Here, the claims asserted against West-port may rationally be said to fall within the Policy’s coverage. The “professional services” contemplated by the Policy encompass at least some of the activities alleged in the State Actions, which included, inter alia, allegations that the Defendants were negligent in handling their funds by: continuing to sign up new participants to join the trust; failing to hire an accountant; offering unwarranted discounts to trust members; failing to implement safety audits; and failing to conduct payroll audits.

Westport contends that the Policy’s Insolvency Exclusion bars coverage for the underlying complaints and that the district court erred because it failed to analyze this exclusion. The district court did not address the applicability of the Insolvency Exclusion for good reason. To the extent the issue was raised below at all, Westport offered only conclusory assertions that the Insolvency Exclusion barred coverage even though Westport bore the “heavy burden” of establishing the applicability of the exclusion. Commercial Union Assurance Co. v. Oak Park Marina, Inc., 198 F.3d 55, 61 (2d Cir.1999). Westport’s con-clusory assertions, rather than argument, were insufficient to preserve this issue for appellate review. See Credit Lyonnais Sec. (USA), Inc. v.
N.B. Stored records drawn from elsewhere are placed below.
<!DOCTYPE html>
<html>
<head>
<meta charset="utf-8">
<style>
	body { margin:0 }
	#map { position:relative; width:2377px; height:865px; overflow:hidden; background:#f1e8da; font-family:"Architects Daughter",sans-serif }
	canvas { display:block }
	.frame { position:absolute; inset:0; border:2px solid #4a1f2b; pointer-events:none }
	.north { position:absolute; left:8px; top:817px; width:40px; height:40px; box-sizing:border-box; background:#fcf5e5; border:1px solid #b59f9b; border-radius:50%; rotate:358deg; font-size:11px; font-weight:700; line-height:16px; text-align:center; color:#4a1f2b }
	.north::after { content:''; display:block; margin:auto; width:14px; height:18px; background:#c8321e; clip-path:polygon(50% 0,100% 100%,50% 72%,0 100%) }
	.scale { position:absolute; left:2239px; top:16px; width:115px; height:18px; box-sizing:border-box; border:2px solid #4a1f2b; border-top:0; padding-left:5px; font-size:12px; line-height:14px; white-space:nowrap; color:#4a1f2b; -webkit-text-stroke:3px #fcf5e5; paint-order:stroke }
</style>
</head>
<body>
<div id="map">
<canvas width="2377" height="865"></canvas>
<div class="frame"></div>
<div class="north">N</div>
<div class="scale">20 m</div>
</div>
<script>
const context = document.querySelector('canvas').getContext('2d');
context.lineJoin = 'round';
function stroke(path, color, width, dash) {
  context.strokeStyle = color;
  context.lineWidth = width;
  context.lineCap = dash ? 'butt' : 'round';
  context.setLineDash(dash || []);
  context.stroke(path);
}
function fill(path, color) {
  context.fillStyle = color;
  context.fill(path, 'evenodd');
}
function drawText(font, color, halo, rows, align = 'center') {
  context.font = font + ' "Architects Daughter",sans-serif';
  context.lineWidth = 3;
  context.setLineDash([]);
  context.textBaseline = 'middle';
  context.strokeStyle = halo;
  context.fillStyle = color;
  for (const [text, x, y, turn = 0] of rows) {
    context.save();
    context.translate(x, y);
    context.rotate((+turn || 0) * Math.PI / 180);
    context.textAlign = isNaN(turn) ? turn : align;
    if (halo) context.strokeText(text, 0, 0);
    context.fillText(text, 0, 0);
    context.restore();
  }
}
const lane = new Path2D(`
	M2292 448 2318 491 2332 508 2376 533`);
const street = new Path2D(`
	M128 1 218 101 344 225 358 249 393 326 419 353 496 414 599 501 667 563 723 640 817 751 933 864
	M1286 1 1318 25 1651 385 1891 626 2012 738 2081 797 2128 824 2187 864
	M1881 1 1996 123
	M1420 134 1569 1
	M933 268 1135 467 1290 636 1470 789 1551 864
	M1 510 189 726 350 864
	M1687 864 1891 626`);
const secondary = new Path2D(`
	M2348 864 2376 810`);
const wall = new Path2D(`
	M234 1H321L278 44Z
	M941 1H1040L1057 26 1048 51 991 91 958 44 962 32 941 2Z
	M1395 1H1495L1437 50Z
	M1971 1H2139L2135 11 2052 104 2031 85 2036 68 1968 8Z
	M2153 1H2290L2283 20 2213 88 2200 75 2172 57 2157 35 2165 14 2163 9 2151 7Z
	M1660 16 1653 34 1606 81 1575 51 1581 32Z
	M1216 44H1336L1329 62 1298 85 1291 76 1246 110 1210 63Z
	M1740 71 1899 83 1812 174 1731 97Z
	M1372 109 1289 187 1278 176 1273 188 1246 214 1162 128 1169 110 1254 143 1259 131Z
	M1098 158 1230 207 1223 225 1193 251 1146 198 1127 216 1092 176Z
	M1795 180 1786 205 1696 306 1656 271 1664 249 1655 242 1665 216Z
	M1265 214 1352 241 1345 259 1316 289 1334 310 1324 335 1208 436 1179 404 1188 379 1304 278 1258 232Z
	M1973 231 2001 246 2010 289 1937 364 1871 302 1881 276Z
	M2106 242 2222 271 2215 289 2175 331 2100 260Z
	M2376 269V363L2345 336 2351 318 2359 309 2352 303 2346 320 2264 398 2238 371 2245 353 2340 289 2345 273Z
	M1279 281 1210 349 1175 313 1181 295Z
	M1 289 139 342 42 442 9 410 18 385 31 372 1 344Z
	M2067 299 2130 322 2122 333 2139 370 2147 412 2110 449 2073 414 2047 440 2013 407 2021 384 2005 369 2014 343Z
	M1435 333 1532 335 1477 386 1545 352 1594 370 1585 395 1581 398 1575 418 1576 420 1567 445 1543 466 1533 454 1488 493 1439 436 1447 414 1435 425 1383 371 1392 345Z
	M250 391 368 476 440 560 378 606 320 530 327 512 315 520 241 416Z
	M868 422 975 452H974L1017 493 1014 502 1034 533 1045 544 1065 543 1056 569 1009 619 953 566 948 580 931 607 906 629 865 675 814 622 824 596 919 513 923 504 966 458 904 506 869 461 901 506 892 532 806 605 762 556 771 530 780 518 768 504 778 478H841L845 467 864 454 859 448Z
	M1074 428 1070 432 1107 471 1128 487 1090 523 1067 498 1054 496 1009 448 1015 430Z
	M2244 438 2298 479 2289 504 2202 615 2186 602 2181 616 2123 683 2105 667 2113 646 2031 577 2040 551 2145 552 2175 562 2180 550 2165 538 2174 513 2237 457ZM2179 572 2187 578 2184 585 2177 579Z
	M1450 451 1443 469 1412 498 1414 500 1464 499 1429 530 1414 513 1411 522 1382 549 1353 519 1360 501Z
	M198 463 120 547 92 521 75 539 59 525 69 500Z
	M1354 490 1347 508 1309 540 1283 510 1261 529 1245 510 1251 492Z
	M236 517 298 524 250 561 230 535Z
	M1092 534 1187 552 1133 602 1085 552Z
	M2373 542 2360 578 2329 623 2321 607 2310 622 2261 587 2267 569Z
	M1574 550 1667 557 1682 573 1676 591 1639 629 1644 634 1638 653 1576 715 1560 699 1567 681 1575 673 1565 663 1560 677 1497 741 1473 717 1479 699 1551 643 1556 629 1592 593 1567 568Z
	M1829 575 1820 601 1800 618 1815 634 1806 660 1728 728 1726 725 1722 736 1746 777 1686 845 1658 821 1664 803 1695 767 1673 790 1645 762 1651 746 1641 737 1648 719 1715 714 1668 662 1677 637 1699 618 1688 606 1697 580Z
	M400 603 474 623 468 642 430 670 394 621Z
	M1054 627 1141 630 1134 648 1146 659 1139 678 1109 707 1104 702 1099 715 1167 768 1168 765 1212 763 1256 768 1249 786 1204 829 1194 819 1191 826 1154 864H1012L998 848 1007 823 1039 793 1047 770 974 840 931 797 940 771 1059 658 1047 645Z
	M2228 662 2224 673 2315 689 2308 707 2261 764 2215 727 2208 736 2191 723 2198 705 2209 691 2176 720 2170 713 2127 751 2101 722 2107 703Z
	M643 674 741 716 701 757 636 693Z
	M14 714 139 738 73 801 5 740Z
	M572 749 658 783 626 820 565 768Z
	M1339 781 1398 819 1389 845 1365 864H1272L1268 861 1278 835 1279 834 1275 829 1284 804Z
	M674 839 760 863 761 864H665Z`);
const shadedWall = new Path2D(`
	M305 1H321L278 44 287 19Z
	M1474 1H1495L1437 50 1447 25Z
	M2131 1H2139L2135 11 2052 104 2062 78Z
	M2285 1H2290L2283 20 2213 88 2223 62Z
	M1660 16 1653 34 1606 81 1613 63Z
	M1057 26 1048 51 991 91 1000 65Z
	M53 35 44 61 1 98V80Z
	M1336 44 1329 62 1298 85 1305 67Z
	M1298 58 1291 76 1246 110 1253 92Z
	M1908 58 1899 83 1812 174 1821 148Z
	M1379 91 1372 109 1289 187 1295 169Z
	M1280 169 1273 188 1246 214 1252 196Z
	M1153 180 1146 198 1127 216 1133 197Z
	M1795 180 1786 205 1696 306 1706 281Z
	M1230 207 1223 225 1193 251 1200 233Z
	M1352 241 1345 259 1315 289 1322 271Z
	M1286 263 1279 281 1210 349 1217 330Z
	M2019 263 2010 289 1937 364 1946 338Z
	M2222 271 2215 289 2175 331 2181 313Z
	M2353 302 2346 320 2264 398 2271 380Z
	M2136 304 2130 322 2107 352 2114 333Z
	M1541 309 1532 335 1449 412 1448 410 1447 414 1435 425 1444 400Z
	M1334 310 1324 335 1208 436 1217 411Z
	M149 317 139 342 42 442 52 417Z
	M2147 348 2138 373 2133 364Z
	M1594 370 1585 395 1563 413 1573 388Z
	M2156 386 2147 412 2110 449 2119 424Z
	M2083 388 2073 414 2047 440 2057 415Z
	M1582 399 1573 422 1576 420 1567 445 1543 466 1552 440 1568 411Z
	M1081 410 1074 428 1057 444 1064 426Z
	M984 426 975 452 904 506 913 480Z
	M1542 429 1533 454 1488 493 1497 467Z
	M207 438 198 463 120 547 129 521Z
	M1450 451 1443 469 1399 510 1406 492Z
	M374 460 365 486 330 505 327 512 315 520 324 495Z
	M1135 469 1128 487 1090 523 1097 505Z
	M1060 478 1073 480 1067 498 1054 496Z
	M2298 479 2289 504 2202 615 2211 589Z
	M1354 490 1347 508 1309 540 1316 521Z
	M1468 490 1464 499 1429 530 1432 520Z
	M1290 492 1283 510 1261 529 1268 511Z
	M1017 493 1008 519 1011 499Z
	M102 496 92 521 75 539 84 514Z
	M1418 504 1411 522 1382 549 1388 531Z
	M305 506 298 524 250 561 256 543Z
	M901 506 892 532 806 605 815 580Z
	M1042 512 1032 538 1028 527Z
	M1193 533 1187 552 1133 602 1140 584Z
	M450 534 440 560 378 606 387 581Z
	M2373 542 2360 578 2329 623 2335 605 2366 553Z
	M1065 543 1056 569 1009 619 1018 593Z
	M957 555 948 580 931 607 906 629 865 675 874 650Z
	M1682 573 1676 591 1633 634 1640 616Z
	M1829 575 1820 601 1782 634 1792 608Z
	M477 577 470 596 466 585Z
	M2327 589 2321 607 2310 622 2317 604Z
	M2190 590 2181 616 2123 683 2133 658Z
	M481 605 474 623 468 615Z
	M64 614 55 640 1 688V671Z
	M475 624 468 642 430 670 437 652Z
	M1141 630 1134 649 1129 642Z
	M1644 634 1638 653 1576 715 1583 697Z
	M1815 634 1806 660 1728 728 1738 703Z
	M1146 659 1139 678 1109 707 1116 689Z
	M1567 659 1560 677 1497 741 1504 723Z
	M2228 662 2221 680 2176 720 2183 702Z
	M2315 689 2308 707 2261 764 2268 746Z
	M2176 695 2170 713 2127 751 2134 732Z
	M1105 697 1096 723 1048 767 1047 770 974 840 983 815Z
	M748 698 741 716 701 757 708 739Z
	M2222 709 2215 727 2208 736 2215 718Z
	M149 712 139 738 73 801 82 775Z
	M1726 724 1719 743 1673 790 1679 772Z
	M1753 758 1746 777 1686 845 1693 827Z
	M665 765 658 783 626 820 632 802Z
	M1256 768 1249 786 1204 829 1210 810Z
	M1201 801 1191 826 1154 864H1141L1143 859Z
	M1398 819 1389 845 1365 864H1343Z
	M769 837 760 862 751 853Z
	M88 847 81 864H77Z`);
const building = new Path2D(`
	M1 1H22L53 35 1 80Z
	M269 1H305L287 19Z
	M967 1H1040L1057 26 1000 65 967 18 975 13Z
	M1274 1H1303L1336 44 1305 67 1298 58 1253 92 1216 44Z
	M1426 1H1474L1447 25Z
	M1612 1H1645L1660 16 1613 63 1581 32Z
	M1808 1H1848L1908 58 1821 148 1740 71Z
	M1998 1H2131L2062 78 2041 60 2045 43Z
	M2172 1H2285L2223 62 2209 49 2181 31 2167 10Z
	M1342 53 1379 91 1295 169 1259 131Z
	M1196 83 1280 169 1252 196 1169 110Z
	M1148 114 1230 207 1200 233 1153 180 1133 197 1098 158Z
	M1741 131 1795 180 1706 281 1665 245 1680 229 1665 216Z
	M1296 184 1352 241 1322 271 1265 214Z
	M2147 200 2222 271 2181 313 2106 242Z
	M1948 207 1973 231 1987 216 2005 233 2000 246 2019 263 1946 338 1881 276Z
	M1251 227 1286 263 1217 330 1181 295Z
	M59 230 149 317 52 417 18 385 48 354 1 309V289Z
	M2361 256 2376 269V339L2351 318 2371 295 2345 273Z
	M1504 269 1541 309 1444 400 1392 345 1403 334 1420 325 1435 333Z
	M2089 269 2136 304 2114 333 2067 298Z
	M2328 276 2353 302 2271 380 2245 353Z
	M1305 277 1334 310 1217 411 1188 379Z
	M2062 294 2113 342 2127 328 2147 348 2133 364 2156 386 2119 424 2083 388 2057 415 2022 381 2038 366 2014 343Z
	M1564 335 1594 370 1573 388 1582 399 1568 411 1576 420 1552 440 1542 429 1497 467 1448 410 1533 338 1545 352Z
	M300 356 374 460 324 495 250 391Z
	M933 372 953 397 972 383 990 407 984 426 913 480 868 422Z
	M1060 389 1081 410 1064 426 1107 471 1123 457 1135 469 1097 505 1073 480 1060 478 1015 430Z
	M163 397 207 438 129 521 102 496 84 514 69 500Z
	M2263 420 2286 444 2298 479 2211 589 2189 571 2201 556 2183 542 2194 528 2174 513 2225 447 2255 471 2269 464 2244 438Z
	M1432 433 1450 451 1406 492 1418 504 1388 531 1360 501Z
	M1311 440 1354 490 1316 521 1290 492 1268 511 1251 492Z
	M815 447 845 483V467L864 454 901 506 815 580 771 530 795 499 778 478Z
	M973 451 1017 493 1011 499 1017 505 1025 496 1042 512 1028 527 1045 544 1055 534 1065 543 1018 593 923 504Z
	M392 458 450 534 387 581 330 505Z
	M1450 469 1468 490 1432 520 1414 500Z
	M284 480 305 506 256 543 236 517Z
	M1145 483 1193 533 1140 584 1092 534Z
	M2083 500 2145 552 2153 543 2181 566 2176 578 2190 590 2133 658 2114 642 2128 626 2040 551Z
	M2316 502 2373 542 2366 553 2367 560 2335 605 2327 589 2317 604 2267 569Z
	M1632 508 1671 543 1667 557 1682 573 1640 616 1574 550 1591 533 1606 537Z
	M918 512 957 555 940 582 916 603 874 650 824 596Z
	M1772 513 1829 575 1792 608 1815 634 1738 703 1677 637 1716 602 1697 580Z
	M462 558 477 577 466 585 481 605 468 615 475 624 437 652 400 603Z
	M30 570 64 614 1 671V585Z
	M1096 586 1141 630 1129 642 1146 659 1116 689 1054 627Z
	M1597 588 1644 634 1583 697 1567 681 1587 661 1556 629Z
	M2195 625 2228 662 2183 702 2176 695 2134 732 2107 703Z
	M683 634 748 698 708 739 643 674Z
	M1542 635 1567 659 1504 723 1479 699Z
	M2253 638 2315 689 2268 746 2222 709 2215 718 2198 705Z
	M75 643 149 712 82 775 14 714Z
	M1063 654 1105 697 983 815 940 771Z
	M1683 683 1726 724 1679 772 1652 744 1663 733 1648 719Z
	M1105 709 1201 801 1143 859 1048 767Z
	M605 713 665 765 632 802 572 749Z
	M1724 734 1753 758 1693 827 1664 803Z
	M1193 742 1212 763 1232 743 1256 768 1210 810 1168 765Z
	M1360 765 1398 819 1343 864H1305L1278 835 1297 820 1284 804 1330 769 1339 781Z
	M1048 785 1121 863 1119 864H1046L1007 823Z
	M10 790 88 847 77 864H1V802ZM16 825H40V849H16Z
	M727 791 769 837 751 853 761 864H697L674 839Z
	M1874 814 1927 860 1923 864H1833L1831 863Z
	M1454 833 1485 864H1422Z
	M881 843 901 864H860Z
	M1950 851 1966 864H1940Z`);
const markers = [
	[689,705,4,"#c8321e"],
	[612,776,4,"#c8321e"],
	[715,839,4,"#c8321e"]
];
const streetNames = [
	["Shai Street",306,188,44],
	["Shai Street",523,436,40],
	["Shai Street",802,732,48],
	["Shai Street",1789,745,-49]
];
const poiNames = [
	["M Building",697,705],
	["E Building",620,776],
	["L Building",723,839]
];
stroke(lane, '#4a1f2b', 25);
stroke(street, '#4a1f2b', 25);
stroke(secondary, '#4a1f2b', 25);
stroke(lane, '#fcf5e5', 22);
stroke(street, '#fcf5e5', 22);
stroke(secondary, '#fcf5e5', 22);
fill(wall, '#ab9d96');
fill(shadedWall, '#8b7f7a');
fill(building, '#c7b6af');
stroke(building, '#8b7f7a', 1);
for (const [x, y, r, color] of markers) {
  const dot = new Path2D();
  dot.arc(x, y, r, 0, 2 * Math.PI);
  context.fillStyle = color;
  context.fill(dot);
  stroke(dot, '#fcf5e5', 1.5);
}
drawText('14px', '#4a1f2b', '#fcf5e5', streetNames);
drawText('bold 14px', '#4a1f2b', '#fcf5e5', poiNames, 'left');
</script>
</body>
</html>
Alcantara, 183 F.3d 151, 154 (2d Cir.1999). “‘It is a well-established general rule that an appellate court will not consider an issue raised for the first time on appeal.’ ” Allianz Ins. Co. v. Lerner, 416 F.3d 109, 114 (2d Cir. 2005) (quoting Greene v. United States, 13 F.3d 577, 586 (2d Cir.1994)). While we have the discretion to relax this rule to consider a purely legal issue or to avoid manifest injustice, we see no reason to exercise such discretion under the circumstances of this case. Id. Moreover, we are not persuaded that all of the claims against Hamilton Wharton and Taylor in the underlying complaints would fall within the scope of the Insolvency Exclusion. Notably, the Niagara complaint lacks any [604]*604allegations referring to the trust’s insolvency or financial inability to pay.

Next, Westport contends that the district court erred in dismissing as premature Westport’s action as to its duty to indemnify. We review a district court’s decision to refuse to exercise jurisdiction over a declaratory judgment action “deferentially, for abuse of discretion.” Dow Jones & Co. v. Harrods Ltd., 346 F.3d 357, 359 (2d Cir.2003). Where, as here, “another suit is pending in a state court presenting the same issues, not governed by federal law, between the same parties,” it is entirely appropriate for a district court to dismiss a declaratory judgment action. Wilton v. Seven Falls Co., 515 U.S. 277, 282, 115 S.Ct. 2137, 132 L.Ed.2d 214 (1995) (internal quotation marks omitted). As the district court noted, the declaratory judgment action and the State Actions have numerous unresolved issues in common, including whether the Defendants were negligent or breached fiduciary or contractual obligations. As a result, the district court did not abuse its discretion in dismissing as premature the indemnification portion of Westport’s declaratory judgment action.

We also reject Westport’s contention that it was prejudiced because the district court denied its request for discovery in response to the Defendants’ motion for summary judgment. See Fed.R.Civ.P. 56(d); see also Gualandi v. Adams, 385 F.3d 236, 244-45 (2d Cir.2004). In assessing whether Westport had a duty to defend and indemnify, the district court was required to “compare the allegations of the complaint to the terms of the policy.” A. Meyers & Sons Corp. v. Zurich Am. Ins. Grp., 74 N.Y.2d 298, 302, 546 N.Y.S.2d 818, 545 N.E.2d 1206 (1989).